The notes primarily aim to support reading and do not engage deeply in exegetical analysis. In my view, the principal merit of this edition lies in its translation. Although the present reviewer is not a native speaker of German, the translation reads smoothly and, where possible, succeeds in assisting the reader in navigating complex issues, both in terms of legal content and its development—within a work, as Knoch rightly points out, intended for advanced students and marked by a linguistic expressionism that at times verges on opacity.

In conclusion, this is a sound edition, but one oriented more toward the interpretation of content and the legal narrative than toward the philological and textual analysis.

 

Notes

[1] S. Knoch, Die lateinische Deklamation, Hildesheim, Olms. 2021, «Anzeiger für die Altertumswissenschaft» 75/1 (2022), 28-31, online at https://ulb-dok.uibk.ac.at/AAHG/periodical/titleinfo/7949502.

[2] Automated Collation and Digital Editions: From Theory to Practice, London, King’s College, 2018, online at https://kclpure.kcl.ac.uk/portal/en/studentTheses/automated-collation-and-digital-editions.

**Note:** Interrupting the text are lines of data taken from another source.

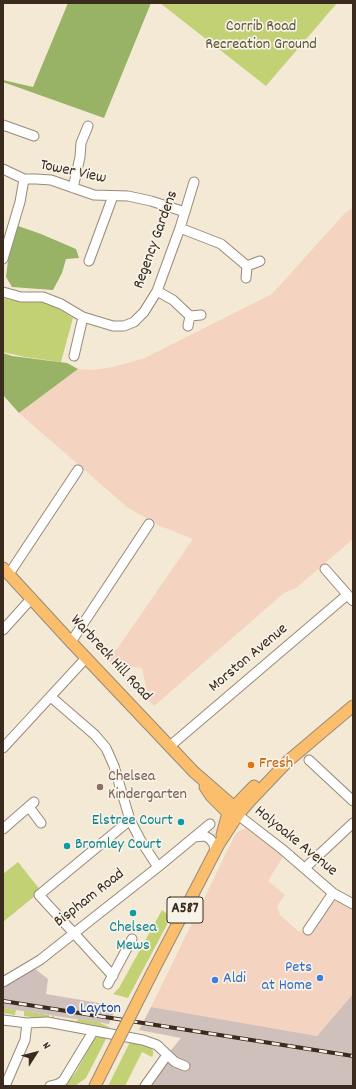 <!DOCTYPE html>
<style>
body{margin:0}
#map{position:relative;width:356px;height:1089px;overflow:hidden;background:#f4e9d5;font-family:Dekko,sans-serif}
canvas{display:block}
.frame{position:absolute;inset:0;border:4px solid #3b2a1e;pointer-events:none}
.north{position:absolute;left:16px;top:1033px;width:40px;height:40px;-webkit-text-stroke:3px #f7f3e8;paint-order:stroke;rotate:54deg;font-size:11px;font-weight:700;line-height:16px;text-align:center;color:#3b2a1e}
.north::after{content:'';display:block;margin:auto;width:14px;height:18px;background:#3b2a1e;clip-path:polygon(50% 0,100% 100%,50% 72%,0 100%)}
</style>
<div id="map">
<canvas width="356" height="1089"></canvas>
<div class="frame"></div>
<div class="north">N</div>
</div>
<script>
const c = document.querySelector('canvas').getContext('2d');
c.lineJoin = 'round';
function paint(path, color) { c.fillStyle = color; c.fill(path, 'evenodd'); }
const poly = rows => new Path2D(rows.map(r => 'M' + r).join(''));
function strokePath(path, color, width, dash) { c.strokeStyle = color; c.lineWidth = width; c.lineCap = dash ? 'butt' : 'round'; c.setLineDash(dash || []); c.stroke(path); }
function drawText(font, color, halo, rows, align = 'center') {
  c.font = font + ' Dekko,sans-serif'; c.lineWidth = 3.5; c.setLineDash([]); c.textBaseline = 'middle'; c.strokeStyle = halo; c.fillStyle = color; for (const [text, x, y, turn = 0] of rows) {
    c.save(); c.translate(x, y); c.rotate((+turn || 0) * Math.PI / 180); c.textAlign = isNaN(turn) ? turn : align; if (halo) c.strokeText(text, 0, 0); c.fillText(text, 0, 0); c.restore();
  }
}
paint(poly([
 [353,208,353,539,296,588,284,593,154,706,149,701,142,668,113,665,104,657,117,649,193,539,158,525,127,507,19,413,78,369,93,370,113,367,145,358,272,294,346,212],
 [245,828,286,852,268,881,285,895,277,906,280,915,298,931,306,932,333,893,353,904,353,994,317,1036,151,1007,236,833]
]), '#f4d3c0');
paint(poly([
 [34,968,48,979,46,994,117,1006,109,1024,3,1008,3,986],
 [353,994,353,1086,145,1086,167,1055,181,1038,139,1030,151,1007,317,1036]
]), '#d0c0bc');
paint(poly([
 [160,3,337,3,266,86],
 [3,298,21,302,38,300,49,303,73,318,61,362,25,357,3,352],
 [18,862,41,891,3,922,3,874],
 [162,910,171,917,128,998,113,994,119,988],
 [3,1008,16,1010,15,1015,3,1013],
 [24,1011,49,1015,49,1017,46,1017,46,1019,24,1016],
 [52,1015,54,1016,54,1018,77,1021,78,1019,98,1022,109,1027,109,1029,52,1020],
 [96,1035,107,1037,86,1078,75,1086,62,1086,67,1083,76,1072],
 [131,1040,149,1046,153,1051,153,1055,152,1057,142,1052,125,1086,108,1086]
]), '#c1d174');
paint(poly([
 [68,3,151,3,104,118,3,82,3,80,33,87],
 [18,226,41,234,76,249,79,258,66,259,62,273,53,290,12,287,6,277,9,253],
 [3,353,12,356,67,363,78,369,19,413,3,395]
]), '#98b366');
const minor = poly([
 [3,125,34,136],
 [3,169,24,179,36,179,51,180,94,195,128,196,151,201,185,212],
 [73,188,80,157,81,143,88,126],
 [180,228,221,244,247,266,260,261],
 [3,259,20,202,24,179],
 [89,261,113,196],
 [246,278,247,266],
 [157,291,173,300,190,316,201,315],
 [3,292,21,297,43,297,61,304,83,317,113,326,124,326,134,322,144,312,157,291,180,228,194,182],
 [188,326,190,316],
 [74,356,83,317],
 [325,569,353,601],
 [9,574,78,470],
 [3,630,31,599],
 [71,642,149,524],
 [51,697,95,735,106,748,114,766,130,820,141,841,158,867],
 [170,746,347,595],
 [3,748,86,658],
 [309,760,353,801],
 [29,807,41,823],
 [238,815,282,849,333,893,353,904],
 [3,829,34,802],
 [194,837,205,836,210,839,214,844,215,853],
 [305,868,353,823],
 [308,930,333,893],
 [113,976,39,895,130,820],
 [3,982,40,960,158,867,210,824],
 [108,984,132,939],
 [3,1020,27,1023,47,1022,143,1040,157,1045,175,1062,185,1066],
 [5,1086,25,1040,27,1023],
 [50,1086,58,1084,63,1081,91,1035,92,1031],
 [145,1086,167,1055]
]);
const major = poly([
 [3,568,71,642,194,772,233,806,238,815],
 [205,787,211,796,228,813,234,814],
 [222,835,228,813,254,786],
 [151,975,219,844,238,815,249,802,288,761,353,706],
 [95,1086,105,1066]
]);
strokePath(minor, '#988a7a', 11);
strokePath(major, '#988a7a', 13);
strokePath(minor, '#fff', 9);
strokePath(major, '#fabe6d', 11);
const rail = poly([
 [3,1001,353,1056]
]);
strokePath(rail, '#3b2a1e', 4);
strokePath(rail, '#f7f3e8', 2.5, [8]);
const majorBridge = poly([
 [105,1066,151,975]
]);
strokePath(majorBridge, '#988a7a', 13, []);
strokePath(majorBridge, '#fabe6d', 11);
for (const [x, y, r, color] of [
 [251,765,4,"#e8710a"],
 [100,787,4,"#8d6e63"],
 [181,822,4,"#0f9aa8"],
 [67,846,4,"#0f9aa8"],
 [133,913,4,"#0f9aa8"],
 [320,978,4,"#3f7fe0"],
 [215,980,4,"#3f7fe0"],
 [71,1010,5,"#1a4fb4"]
]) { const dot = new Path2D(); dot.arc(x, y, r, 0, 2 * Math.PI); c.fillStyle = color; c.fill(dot); strokePath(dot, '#f7f3e8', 1.5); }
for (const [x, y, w] of [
 [185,910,36]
]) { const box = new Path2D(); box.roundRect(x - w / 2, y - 13, w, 26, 3); c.fillStyle = '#f7f3e8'; c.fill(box); strokePath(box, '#3b2a1e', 1); }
drawText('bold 15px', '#3b2a1e', null, [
 ["A587",185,910]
]);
drawText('16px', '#5c5434', '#f7f3e8', [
 ["Corrib Road",261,28],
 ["Recreation Ground",261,46]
]);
drawText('16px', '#3b2a1e', '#f7f3e8', [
 ["Tower View",73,173,12],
 ["Regency Gardens",157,240,-70],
 ["Warbreck Hill Road",110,659,47],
 ["Morston Avenue",249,659,-40],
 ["Holyoake Avenue",295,842,39],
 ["Bispham Road",90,899,-38]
]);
drawText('16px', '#c56008', '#f7f3e8', [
 ["Fresh",259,765]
], 'left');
drawText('16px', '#785e54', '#f7f3e8', [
 ["Chelsea",108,778],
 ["Kindergarten",108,796]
], 'left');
drawText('16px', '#0d838f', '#f7f3e8', [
 ["Elstree Court",173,822],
 ["Bromley Court",75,846,"left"],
 ["Chelsea",133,929,"center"],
 ["Mews",133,947,"center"]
], 'right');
drawText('16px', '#366cbe', '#f7f3e8', [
 ["Pets",312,969],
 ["at Home",312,987],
 ["Aldi",223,980,"left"]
], 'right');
drawText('16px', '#164399', '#f7f3e8', [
 ["Layton",80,1010]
], 'left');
</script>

The results are also summarized in E. Nury, Visualizing Collation Results, «Variants» 14, 2019, 75-94, online at https://journals.openedition.org/variants/950?lang=fr. T. Lupo, Military Violence in Latin Declamation: A Case StudyClassica et Christiana 18/1, 2023, pp. 117–130, appeared after the volume had gone to press. This article is available at https://history.uaic.ro/wp-content/uploads/2023/02/Tommaso-LUPO-La-violenza-militare-nella-declamazione-latina-un-caso-di-studio-Classica-et-Christiana-18-1-2023-117-130.pdf.

[3] In this case as well, it is noteworthy that the stemma provided by Knoch on p. 17 entirely disregards the features of contamination between N and B2, which were outlined by Håkanson.